Mais alors qu'il croyait celle-ci arrivée à son paroxysme, tout sembla se décupler : la main sur sa joue appuya plus fermement et une pâle lueur verte en jaillit. Harry ne criait même plus. Sa mâchoire s'était tellement crispée qu'il ne pouvait plus produire un seul son. C'était comme si des milliers d'aiguilles lui perçaient la peau, comme si sa joue n'était plus qu'une plaie à vif immense sur laquelle on jetait du sel.

A travers ses larmes, il aperçu la silhouette écartée de Draco. Celui-ci se tenait droit, fier, impeccable, les mains croisées sur sa baguette, sans un regard de pitié pour son amant.

Voldemort lâcha enfin sa joue et les deux mangemorts le laissèrent tomber à genoux. La dernière chose qu'il vit avant de s'évanouir fut le bas de la robe noire de Voldemort. La dernière chose qu'il entendit fut son rire démoniaque et satisfait.

Draco Malfoy sortit à la suite des autres dans le couloir et s'appuya aussitôt contre le mur de pierres suintantes. Son corps était gelé, mais son front le brûlait. Peu à peu, il perdit son air d'indifférence, et la peur déforma ses traits. Il porta ses mains à ses yeux et appuya fortement dessus, jusqu'à voir des étoiles blanches éclater dans les ténèbres. Le cliquetis du verrou lui fit relever la tête : Voldemort était enfin sortit de la cellule. Le maître jeta un coup d'œil dans sa direction et eut un sourire narquois.

- Tout va bien, Draco ?

La voix, cette voix… entre le suraigu et le simple murmure. Le froid qui l'entoura serra brusquement Draco au niveau du ventre. Il n'eut que le temps de se retourner pour vomir tout ce qu'il avait contre le mur. Les mangemorts s'écartèrent de lui avec des grognements de dégoût. Seul Voldemort s'approcha et se pencha sur sa silhouette tremblante.

- Et bien et bien… Tu craques ? Tu as réussi à faire croire à Potter que tu ne te souciais pas de lui, et tu craques maintenant ?

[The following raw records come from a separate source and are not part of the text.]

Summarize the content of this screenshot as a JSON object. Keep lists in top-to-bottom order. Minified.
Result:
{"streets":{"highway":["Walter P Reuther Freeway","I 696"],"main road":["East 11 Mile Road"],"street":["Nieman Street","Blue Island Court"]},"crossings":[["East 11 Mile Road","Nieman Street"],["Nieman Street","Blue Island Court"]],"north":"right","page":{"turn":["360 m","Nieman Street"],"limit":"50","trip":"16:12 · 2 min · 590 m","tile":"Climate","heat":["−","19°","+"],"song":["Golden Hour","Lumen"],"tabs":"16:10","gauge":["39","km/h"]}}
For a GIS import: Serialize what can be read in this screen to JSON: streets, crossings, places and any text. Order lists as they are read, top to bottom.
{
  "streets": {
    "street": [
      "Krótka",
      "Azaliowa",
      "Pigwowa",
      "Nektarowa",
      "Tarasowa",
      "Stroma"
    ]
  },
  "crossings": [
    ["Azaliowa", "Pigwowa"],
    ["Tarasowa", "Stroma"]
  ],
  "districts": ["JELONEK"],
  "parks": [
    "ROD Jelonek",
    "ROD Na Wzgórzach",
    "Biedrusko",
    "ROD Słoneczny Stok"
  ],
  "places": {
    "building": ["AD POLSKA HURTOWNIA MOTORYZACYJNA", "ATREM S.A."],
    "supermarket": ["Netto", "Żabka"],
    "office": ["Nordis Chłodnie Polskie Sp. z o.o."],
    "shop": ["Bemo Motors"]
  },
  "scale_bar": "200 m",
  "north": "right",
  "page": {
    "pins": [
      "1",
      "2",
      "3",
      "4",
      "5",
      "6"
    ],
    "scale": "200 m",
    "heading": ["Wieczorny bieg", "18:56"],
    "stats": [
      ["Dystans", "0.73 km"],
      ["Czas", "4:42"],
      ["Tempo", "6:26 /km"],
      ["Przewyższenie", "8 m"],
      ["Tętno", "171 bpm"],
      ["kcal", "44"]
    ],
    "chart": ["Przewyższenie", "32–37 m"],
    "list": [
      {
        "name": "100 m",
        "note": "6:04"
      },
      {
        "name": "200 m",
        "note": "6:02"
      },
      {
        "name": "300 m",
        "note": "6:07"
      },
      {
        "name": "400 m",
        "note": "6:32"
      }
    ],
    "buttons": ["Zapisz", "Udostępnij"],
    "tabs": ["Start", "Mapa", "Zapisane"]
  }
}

Le souffle glacé de Voldemort sur sa nuque lui donna une nouvelle nausée. De la bile… il ne pouvait vomir que de la bile. Il n'avait pas mangé de repas correct depuis trop longtemps. Il sentait le sourire moqueur de son maître au-dessus de lui, il sentait les regards de pitié des autres mangemorts, il sentait toute la puissance de sa propre bêtise… mais surtout, il ressentait la douleur d'Harry au plus profond de son être. Cette brute lui avait fait du mal. Pire encore… il n'était pas intervenu.

- Vous… vous êtes… un montre…, murmura-t-il avant d'avoir un nouvel hoquet.

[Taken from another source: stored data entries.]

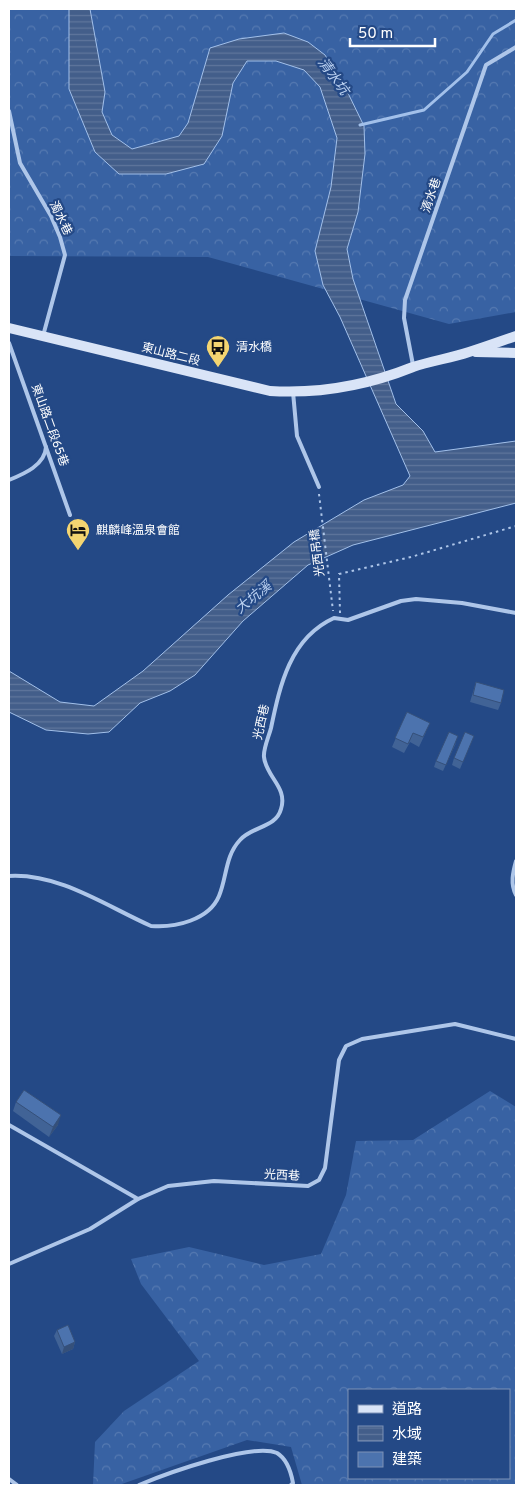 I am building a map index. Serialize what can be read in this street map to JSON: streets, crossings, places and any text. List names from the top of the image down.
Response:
{
  "streets": {
    "main road": ["東山路二段"],
    "lane": [
      "清水巷",
      "濁水巷",
      "東山路二段65巷",
      "光西巷"
    ],
    "path": ["光西吊橋"]
  },
  "crossings": [
    ["清水巷", "東山路二段"],
    ["濁水巷", "東山路二段"],
    ["光西吊橋", "光西巷"]
  ],
  "water": ["清水坑", "大坑溪"],
  "places": {
    "bus stop": ["清水橋"],
    "hotel": ["麒麟峰溫泉會館"]
  },
  "legend": ["道路", "水域", "建築"],
  "scale_bar": "50 m"
}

- Un monstre ? Ah ah ah ah !

Voldemort s'était redressé et riait de tout son cœur. Celui de Draco était en miette. Il s'écarta brusquement du mur et se jeta sur la porte de la cellule de Potter. Il frappa. De toute ses forces, de ses poings, de ses pieds. Il ne voulait qu'une chose : être à l'intérieur, avec lui, pour lui dire la vérité.

- HARRY ! HARRY !

Il hurlait et frappait, mais personne ne répondait. Soudain, Voldemort sortit sa baguette et la pointa sur lui. Le jeune sorcier s'immobilisa contre son gré et se retourna vers le visage blafard bien contre sa volonté. L'impero…

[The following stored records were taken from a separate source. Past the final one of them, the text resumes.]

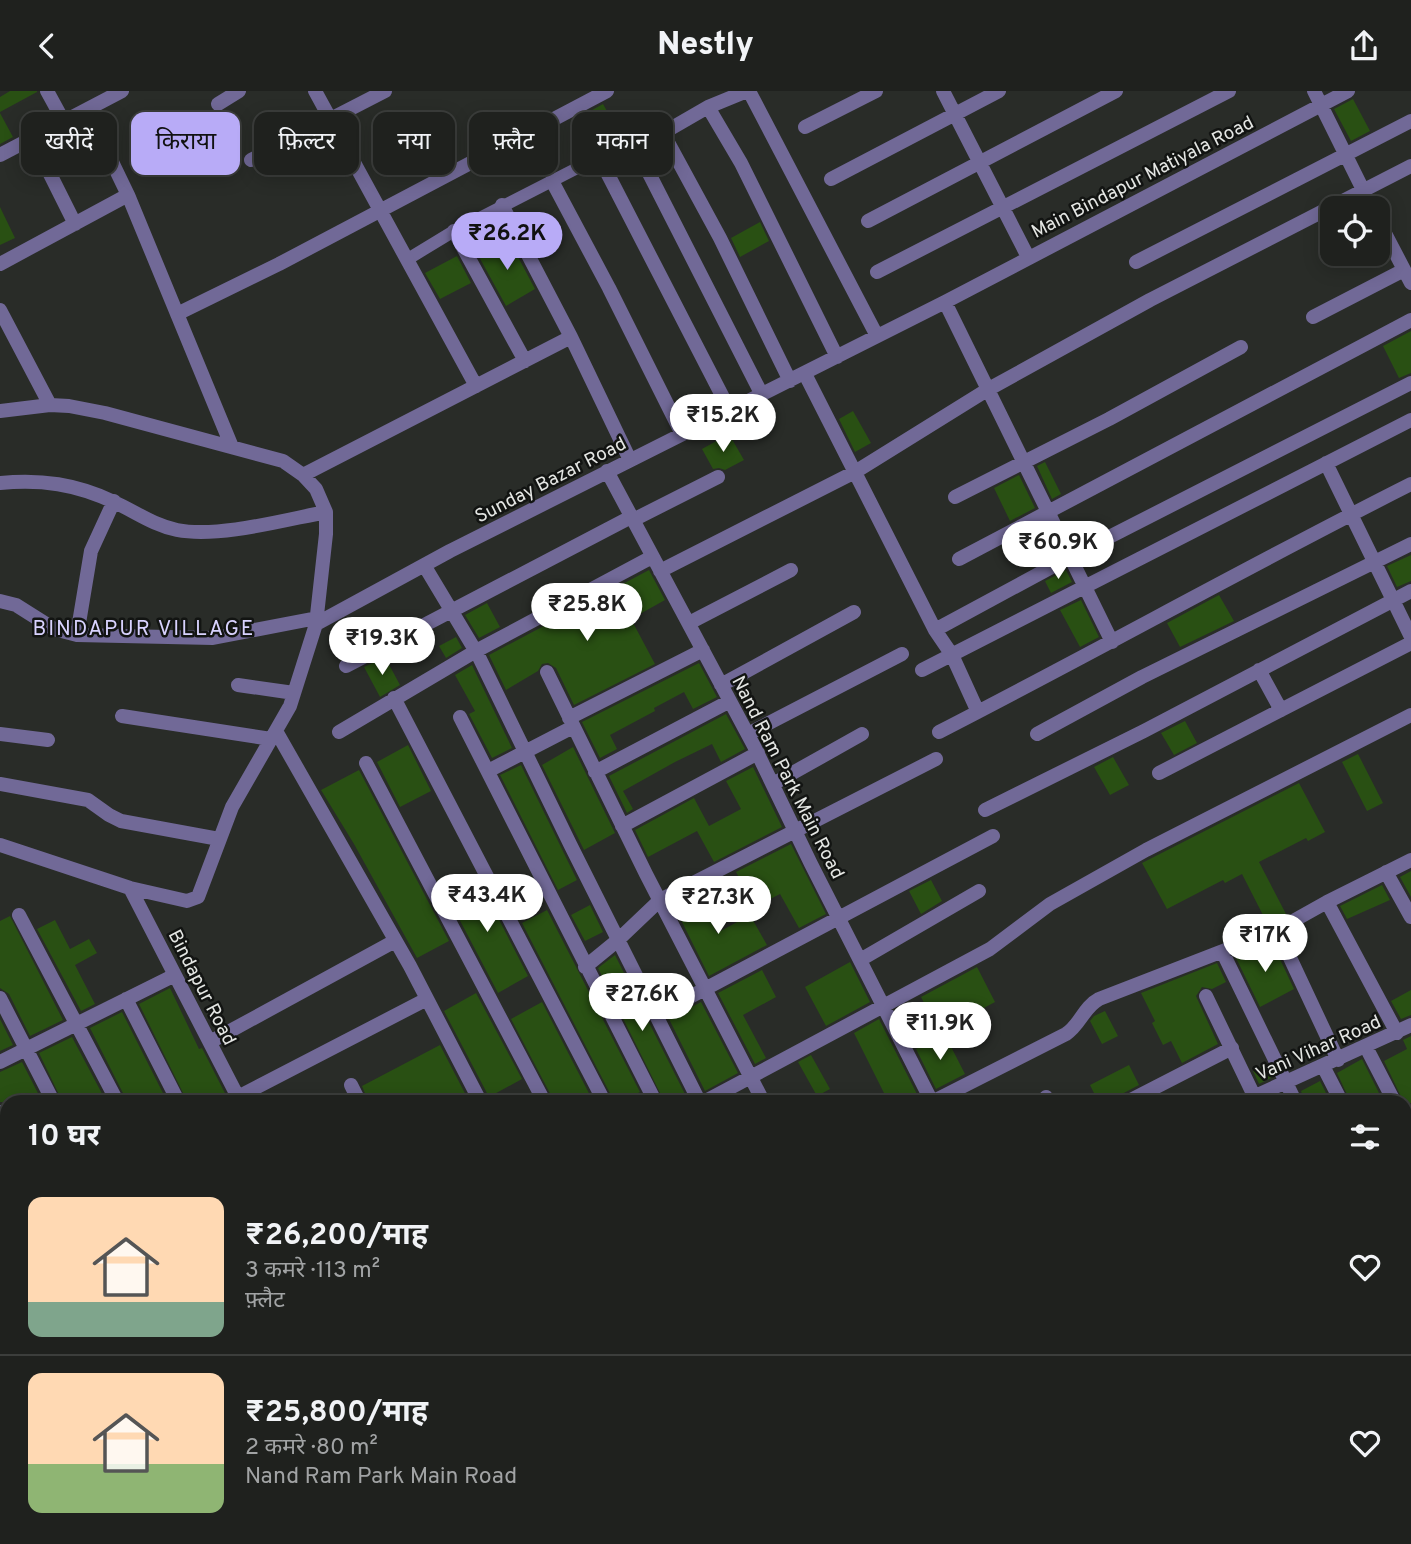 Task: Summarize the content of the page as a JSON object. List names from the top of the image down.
{
  "streets": {
    "street": [
      "Main Bindapur Matiyala Road",
      "Sunday Bazar Road",
      "Nand Ram Park Main Road",
      "Bindapur Road",
      "Vani Vihar Road"
    ]
  },
  "crossings": [
    ["Main Bindapur Matiyala Road", "Sunday Bazar Road"],
    ["Sunday Bazar Road", "Nand Ram Park Main Road"]
  ],
  "districts": ["BINDAPUR VILLAGE"],
  "page": {
    "header": "Nestly",
    "chip": [
      "खरीदें",
      "किराया",
      "फ़िल्टर",
      "नया",
      "फ़्लैट",
      "मकान"
    ],
    "price": [
      "₹26.2K",
      "₹15.2K",
      "₹60.9K",
      "₹25.8K",
      "₹19.3K",
      "₹43.4K",
      "₹27.3K",
      "₹17K",
      "₹27.6K",
      "₹11.9K"
    ],
    "heading": "10 घर",
    "list": [
      {
        "name": "₹26,200/माह",
        "note": "3 कमरे · 113 m² · फ़्लैट"
      },
      {
        "name": "₹25,800/माह",
        "note": "2 कमरे · 80 m² · Nand Ram Park Main Road"
      }
    ]
  }
}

- Draco, Draco… Je crois que tu te trompes sur mon compte, susurra le maître en s'approchant de lui. Je ne suis pas si monstrueux, ni même cruel. J'ai toutes les qualités que tu vois en Potter mais que tu refuses de voir en moi. Je sais aussi être indulgent. Tu viens de me trahir Draco… J'ai cru, pourtant, dans cette cellule… en te regardant rester si froid, si… impeccable. Mais a-t-on déjà vu un Malfoy parfait ?

Il éclata de nouveau de rire, accompagné par plusieurs mangemorts.

- Ah Draco…, murmura-t-il en passant un doigt sur la bouche muette du blond. Tu m'as tant déçu… Tu as cru pouvoir me tromper… Que va devenir ta mère ? Mais je vais t'offrir ta chance malgré tout. Tu vois ? C'est ma gentillesse à moi.

Voldemort se pencha davantage sur le visage du jeune homme et colla sa bouche contre l'oreille attentive de son sujet.

- Je vais te donner une chambre petit Draco. Rien que pour toi. Avec une vue… magnifique et une décoration digne de ce nom. Tu es heureux, n'est-ce pas ?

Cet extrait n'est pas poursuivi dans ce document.